What we were mainly missing was:

Task-pool capabilities –
What Node.js offers?
One can manually spawn some Worker threads and maintain their lifecycle themselves. E.g.:

const { Worker } = require(“worker_threads”);

//Create a new worker
const worker = new Worker(“./worker.js”, {workerData: {….}});

worker.on(“exit”, exitCode => {
console.log(exitCode);
});

RPC-like inter-thread communication –
What Node.js offers?
Out-of-the-box, threads can communicate between themselves (e.g. the main thread and its spawned workers) using an async messaging technique:

// Send a message to the worker
aWorker.postMessage({ someData: data })

// Listen for a message from the worker
aWorker.once(“message”, response => {
console.log(response);
});

Dealing with messaging can really make the code much harder to read and maintain. We were looking for something friendlier, where one thread could asynchronously “call a method” on another thread and just receive back the result.

We went on to explore and test various OS packages around thread management and communication.

So we dropped these good looking packages and looked for some different approaches. We realized that we couldn’t just take something off the shelf and plug it in.

Finally, we have reached our final setup with which we were happy.

We mixed and wired the native Workers API with two great OS packages:

generic-pool (npmjs) – a very solid and popular pooling API. This one helped us get our desired thread-pool feel.
comlink (npmjs) – a popular package mostly known for RPC-like communication in the browser (with the long-existing JS Web Workers). It recently added support for Node.js Workers. This package made inter-thread communication in our code look much more concise and elegant.

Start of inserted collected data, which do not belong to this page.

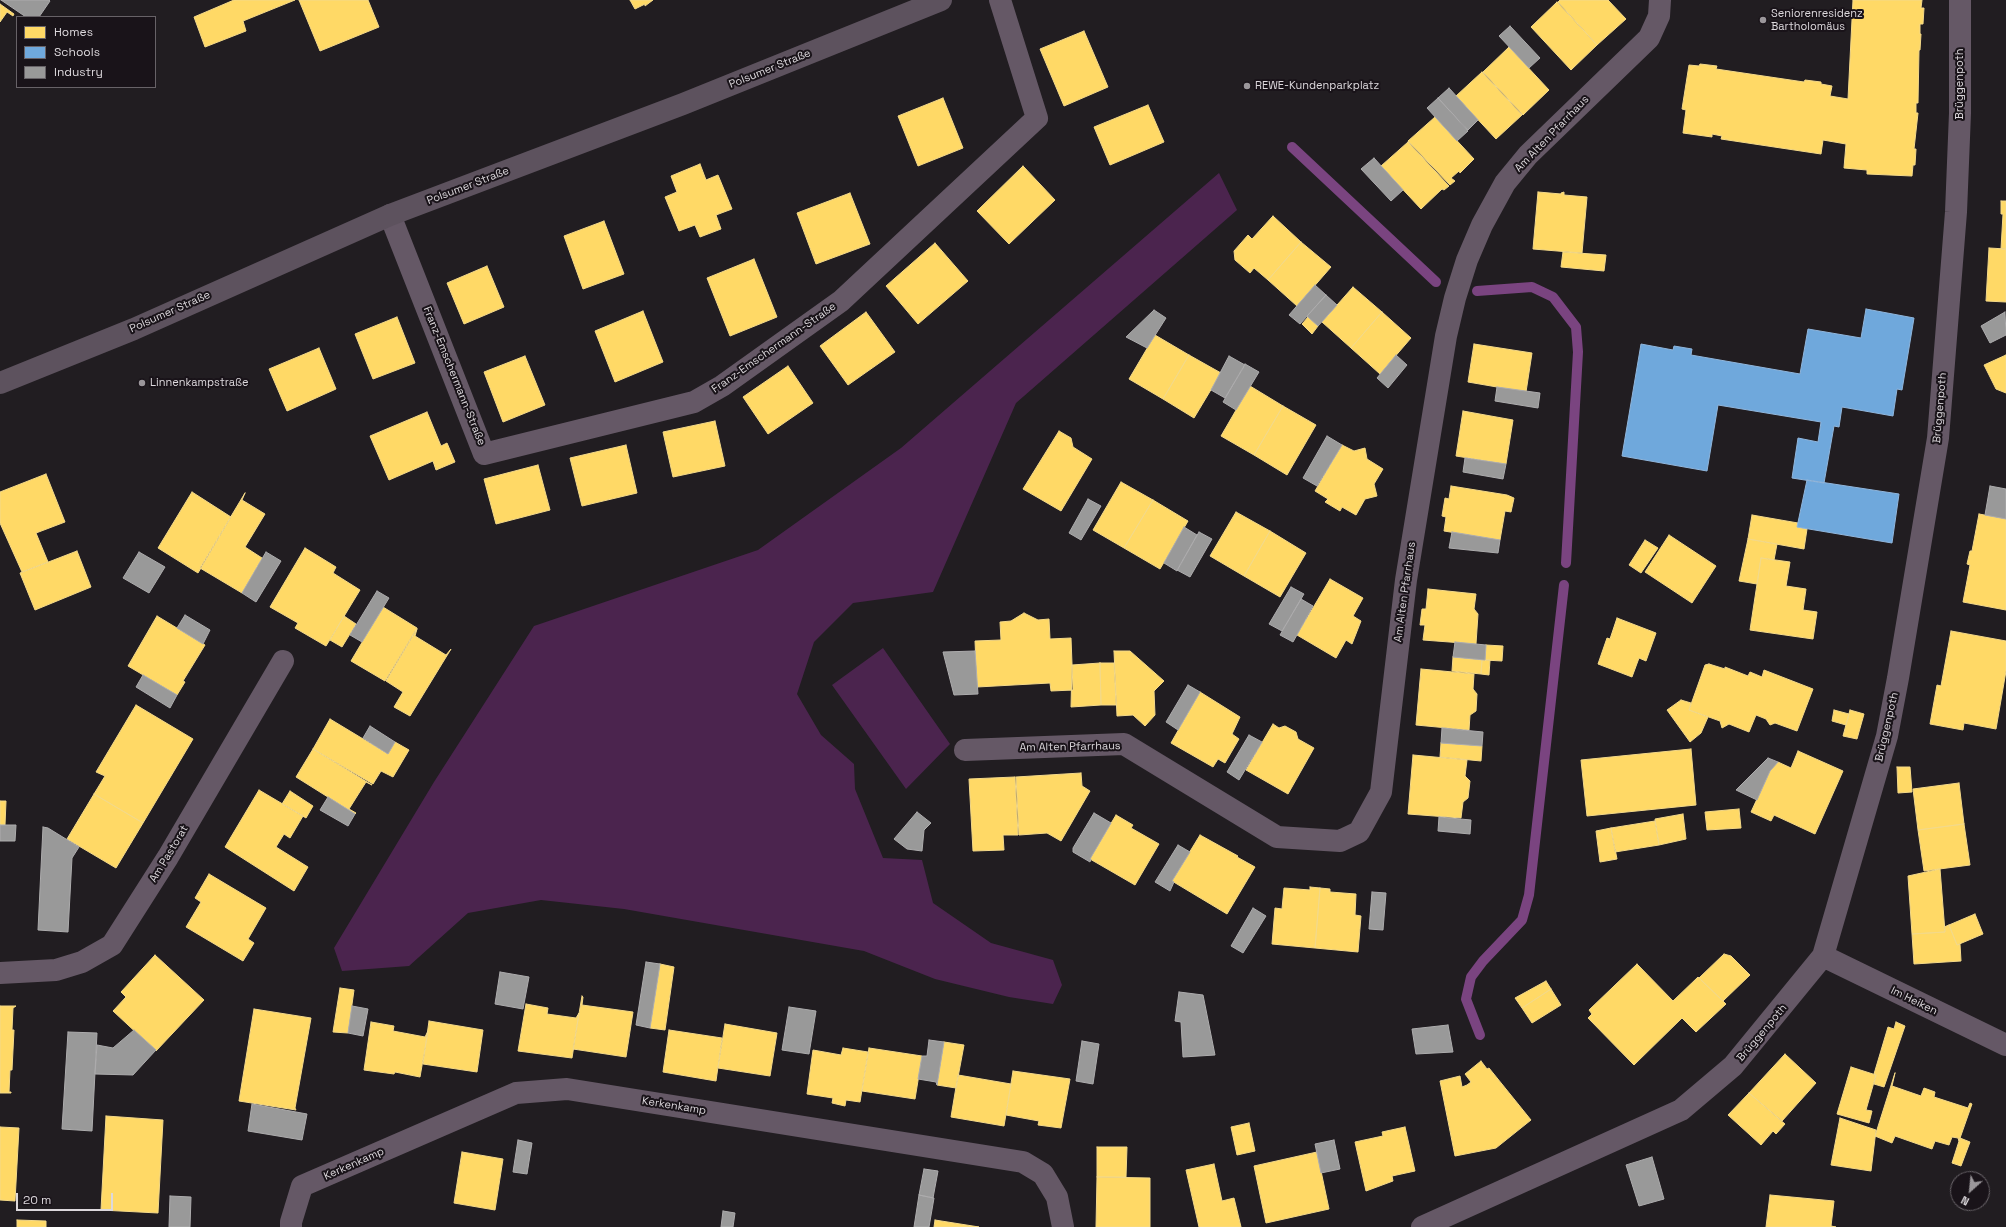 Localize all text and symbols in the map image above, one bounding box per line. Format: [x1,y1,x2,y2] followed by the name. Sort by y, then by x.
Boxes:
[1771,7,1863,33] place label: Seniorenresidenz Bartholomäus
[1758,15,1768,25] marker: Seniorenresidenz Bartholomäus
[16,16,156,88] legend
[54,24,93,40] text: Homes
[54,44,100,60] text: Schools
[727,47,813,91] street label: Polsumer Straße
[1953,49,1967,119] street label: Brüggenpoth
[54,64,103,80] text: Industry
[1255,79,1379,93] place label: REWE-Kundenparkplatz
[1242,81,1252,91] marker: REWE-Kundenparkplatz
[1512,93,1592,175] street label: Am Alten Pfarrhaus
[425,164,511,208] street label: Polsumer Straße
[128,288,212,336] street label: Polsumer Straße
[709,300,839,396] street label: Franz-Emschermann-Straße
[420,305,488,447] street label: Franz-Emschermann-Straße
[1930,372,1950,444] street label: Brüggenpoth
[150,376,249,390] place label: Linnenkampstraße
[137,378,147,388] marker: Linnenkampstraße
[1391,541,1419,643] street label: Am Alten Pfarrhaus
[1873,691,1901,763] street label: Brüggenpoth
[1019,740,1121,754] street label: Am Alten Pfarrhaus
[147,823,191,885] street label: Am Pastorat
[1889,984,1939,1018] street label: Im Heiken
[1734,1002,1790,1064] street label: Brüggenpoth
[641,1094,707,1118] street label: Kerkenkamp
[322,1145,386,1183] street label: Kerkenkamp
[1950,1171,1990,1211] north arrow
[18,1185,115,1211] scale bar
[23,1192,51,1208] text: 20 m
[1959,1193,1971,1209] text: N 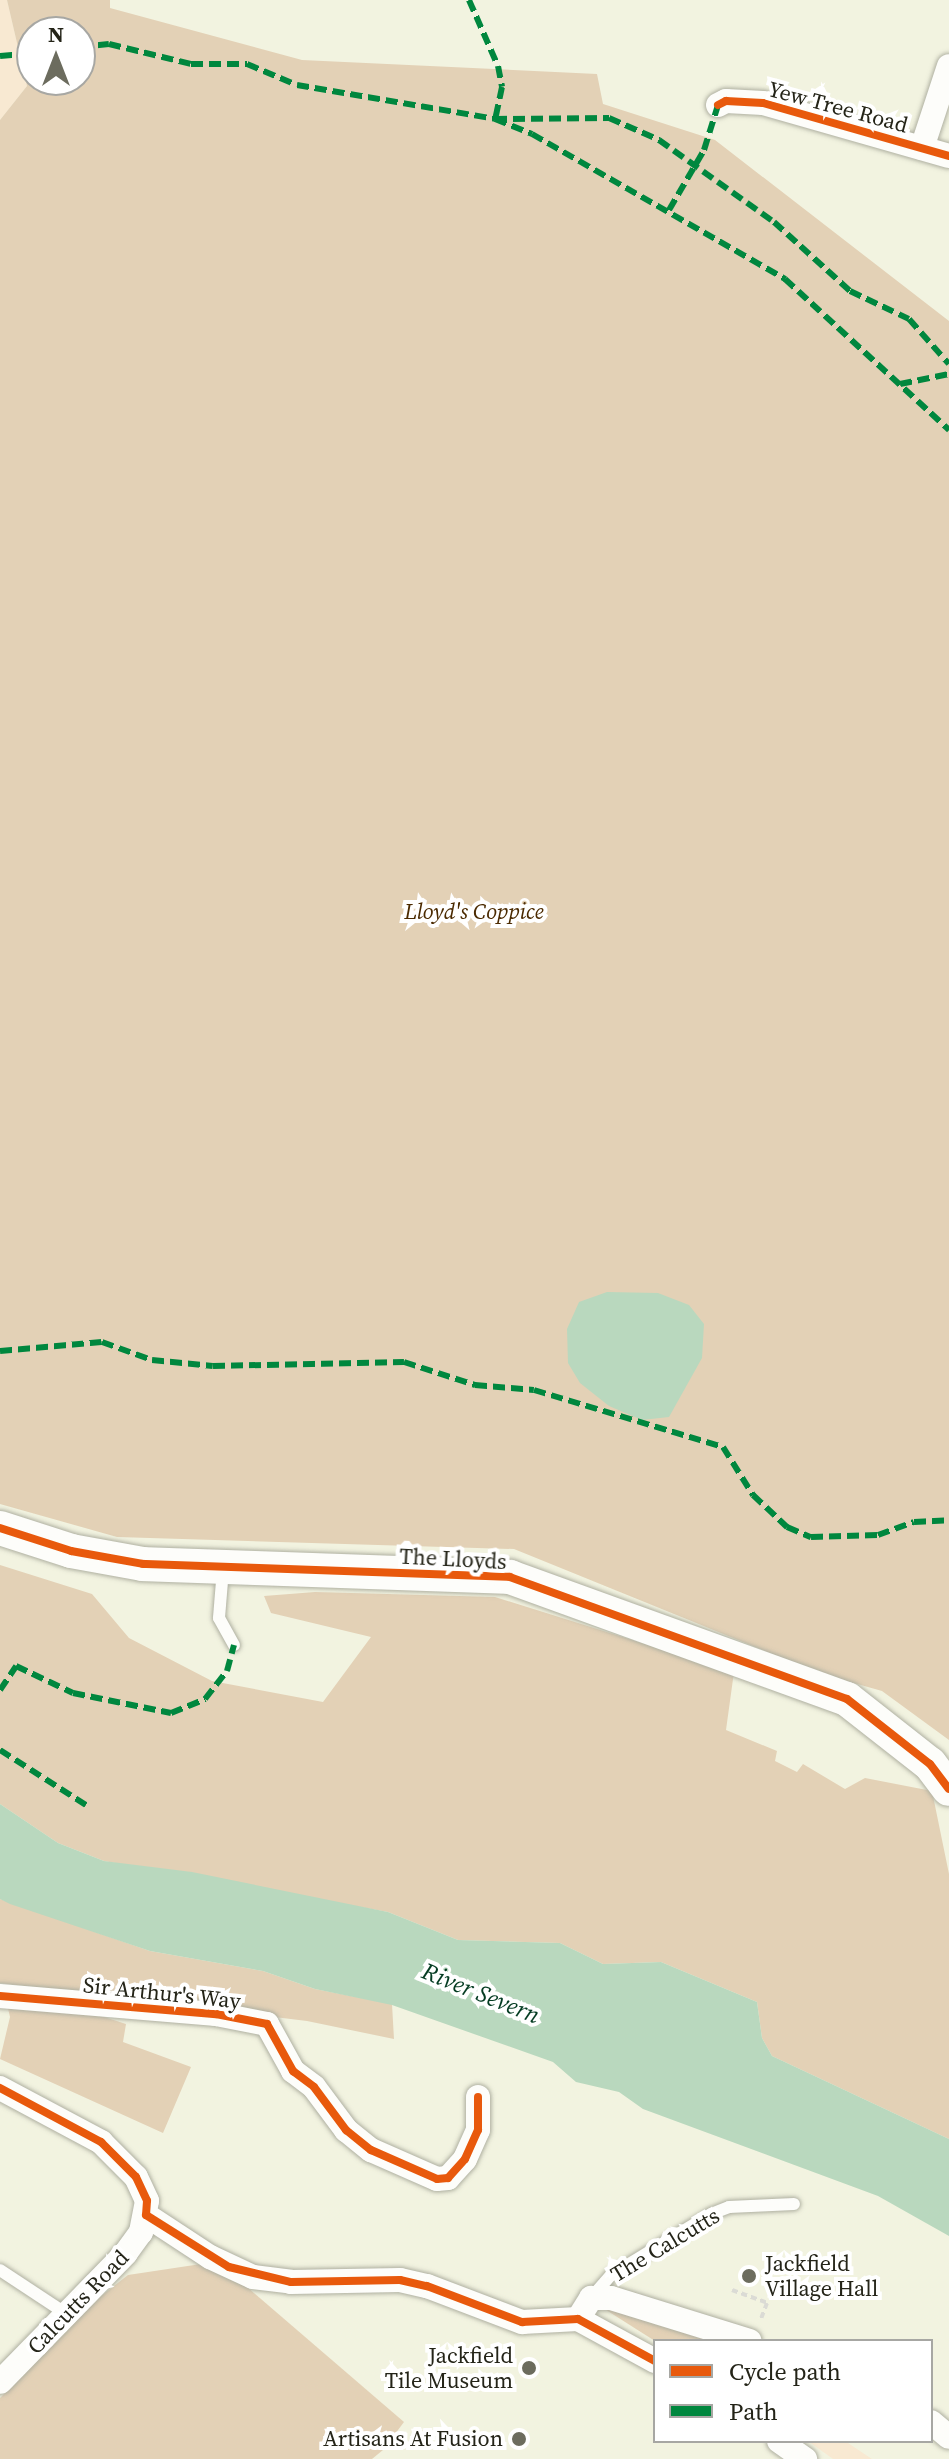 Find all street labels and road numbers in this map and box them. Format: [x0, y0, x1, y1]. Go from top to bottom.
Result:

The way it now looks is now along the lines of the following:

import * as genericPool from ‘generic-pool’;
import * as Comlink from ‘comlink’;
import nodeEndpoint from ‘comlink/dist/umd/node-adapter’;

export const createThreadPool = ({
workerPath,
workerOptions,
poolOptions,
}): Pool<OurWorkerThread> => {
  return genericPool.createPool(
{
create: () => {
  const worker = new Worker(workerPath, workerOptions);
Comlink.expose({
…diagnosticApis,
}, nodeEndpoint(worker));

  return {
worker,
workerApi: Comlink.wrap<ModuleExecutionWorkerApi>(nodeEndpoint(worker)) };
},
destroy: ({ worker }: OurWorkerThread) => worker.terminate(),
},
poolOptions
);
};

const workerResponse = await workerPool.use(({ workerApi }: OurWorkerThread) =>
workerApi.executeModule({
…executionParamsFrom(incomingRequest)
})
);

// … Do stuff with response

One major takeaway from the development journey was that imposing worker-threads on some existing code is by no means straightforward. Logic objects (i.e. JS functions) cannot be passed back and forth between threads, and so, sometimes considerable refactoring is needed. Clear concrete pure-data-based APIs for communication between the main thread and the workers must be defined and the code should be adjusted accordingly.

Results:

The results were amazing: we cut the number of pods by over 70% and made the entire system more stable and resilient. A direct consequence was cutting much of Wix’s infra costs accordingly.

Some numbers:

Our initial goal was achieved – total SSRE pod count dropped by ~70%.
Respectively, RPM per pod improved by 153%.
Better SLA and a more stable application –
undefinedundefinedundefined
Big cut in total direct SSRE compute cost: -21%

Lessons learned and future planning:

We’ve learned that Node.js is indeed suitable also for CPU-bound high-throughput services. We managed to reduce our infra management overhead, but this modest goal turned out to be overshadowed by much more substantial gains.

The introduction of multithreading into the SSRE platform has opened the way for follow-up research of optimizations and improvements:

Finding the optimal number of CPU cores per machine, possibly allowing for non-constant size thread-pools.
Refactor the application to make workers do work that’s as pure CPU as possible.
Research memory sharing between threads to avoid a lot of large object cloning.
Apply this solution to other major Node.js-based applications in Wix.